The fourth post in the series offers fascinating insights into the ways in which rain is imagined in several language of northeast India, in the foothills of the eastern Himalayas. Mirza Zulfiqar Rahman used his knowledge of several different languages—Assamese, Khasi, and Idu Mishmi—to show how environmental knowledge is embedded in their lexicon. This fine-grained local knowledge has enabled local people to perceive the slow crisis of climate change unfolding around them.
The next post in the series moved to Nepal, with Abha Lal looking at the COVID-19 pandemic in the Tharu communities. Despite the fact that Nepal has over 120 languages, public health information has primarily been provided in English in Nepali, by both the government and international organizations such as UNICEF. Following decades of marginalization and exclusion, Tharu communities’ already-low levels of trust in the state were compounded by this abandonment. This has led many in the Tharu communities to become fatalistic about the pandemic. Therefore, despite an intensifying pandemic, life in Tharu communities continues much as before.

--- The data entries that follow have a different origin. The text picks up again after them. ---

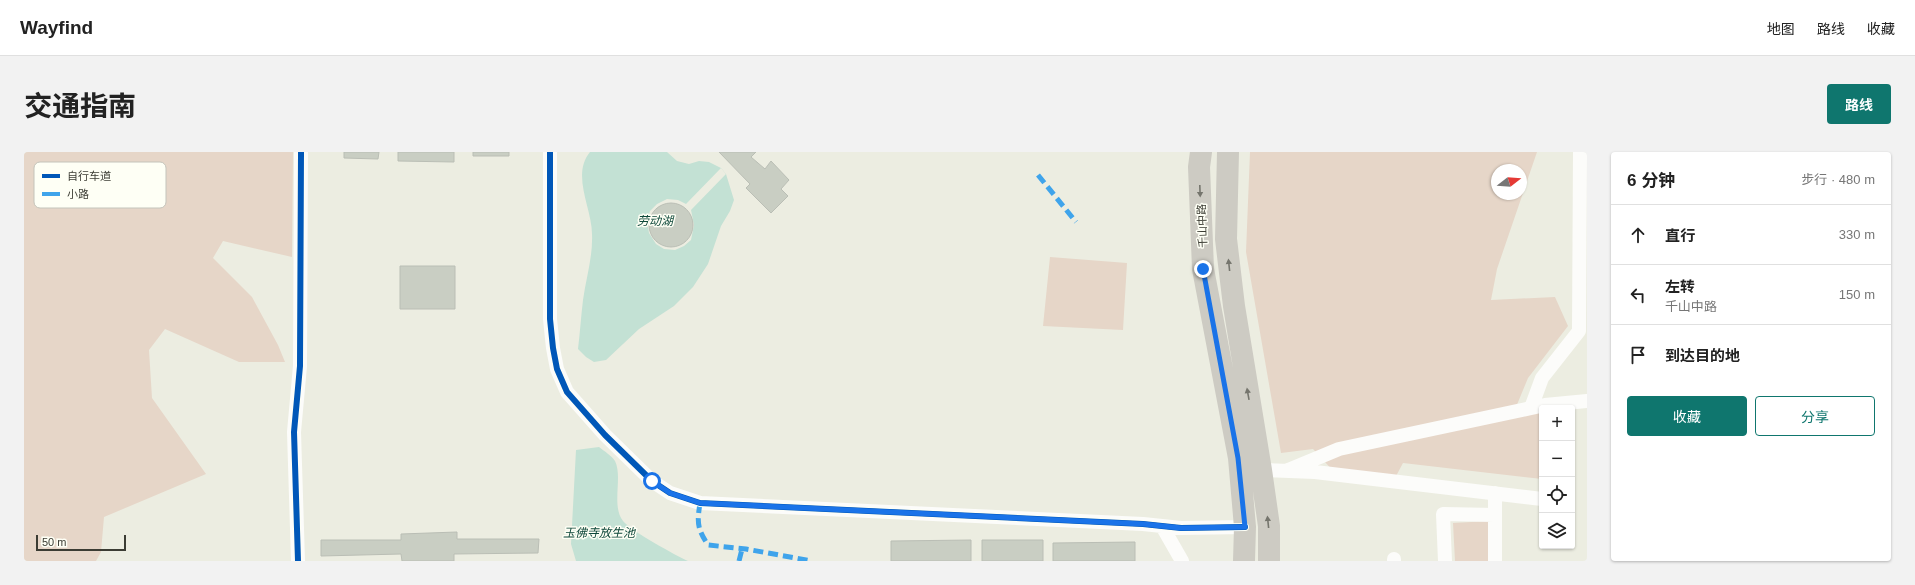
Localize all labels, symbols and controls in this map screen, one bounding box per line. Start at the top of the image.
text: Wayfind [20,17,93,38]
text: 地图 [1767,21,1795,37]
text: 路线 [1817,21,1845,37]
text: 收藏 [1867,21,1895,37]
button: 路线 [1827,84,1891,124]
text: 交通指南 [24,91,136,122]
legend [34,162,166,208]
north arrow [1491,164,1527,200]
text: 自行车道 [67,170,111,182]
text: 6 分钟 [1627,171,1675,190]
text: 步行 · 480 m [1801,172,1875,187]
one-way arrow [1197,185,1204,197]
text: 小路 [67,188,89,200]
street label: 千山中路 [1195,204,1209,248]
water label: 劳动湖 [637,214,675,228]
icon: ahead [1627,224,1649,246]
text: 直行 [1665,227,1695,244]
text: 330 m [1839,227,1875,242]
one-way arrow [1226,259,1232,271]
route end [1194,260,1212,278]
text: 左转 [1665,278,1695,295]
icon: left [1627,284,1649,306]
text: 150 m [1839,287,1875,302]
text: 千山中路 [1665,299,1717,314]
icon: arrive [1627,344,1649,366]
text: 到达目的地 [1665,347,1740,364]
one-way arrow [1245,387,1251,400]
button: 收藏 [1627,396,1747,436]
button: 分享 [1755,396,1875,436]
map controls [1539,405,1575,549]
button: + [1539,405,1575,441]
button: − [1539,441,1575,477]
route start [643,472,661,490]
button: locate [1539,477,1575,513]
button: layers [1539,513,1575,549]
one-way arrow [1265,516,1271,528]
water label: 玉佛寺放生池 [563,526,636,540]
scale bar [36,533,126,552]
text: 50 m [42,536,66,548]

Themost recent post in the series brings us back to Tibetan communities in China. In her contribution, linguist Yulha Lhawa examines how a number of communities in the linguistically diverse region of eastern Tibet responded to the COVID-19 pandemic by producing their own translations of public health information. She focuses on how this not only enabled people to access information in alanguage they understood well, from sources they trusted, but also increase a sense of inclusion for these marginalized communities.
Posts in the coming weeks will look at similar issues in communities in Nepal, Pakistan, India, and Bhutan.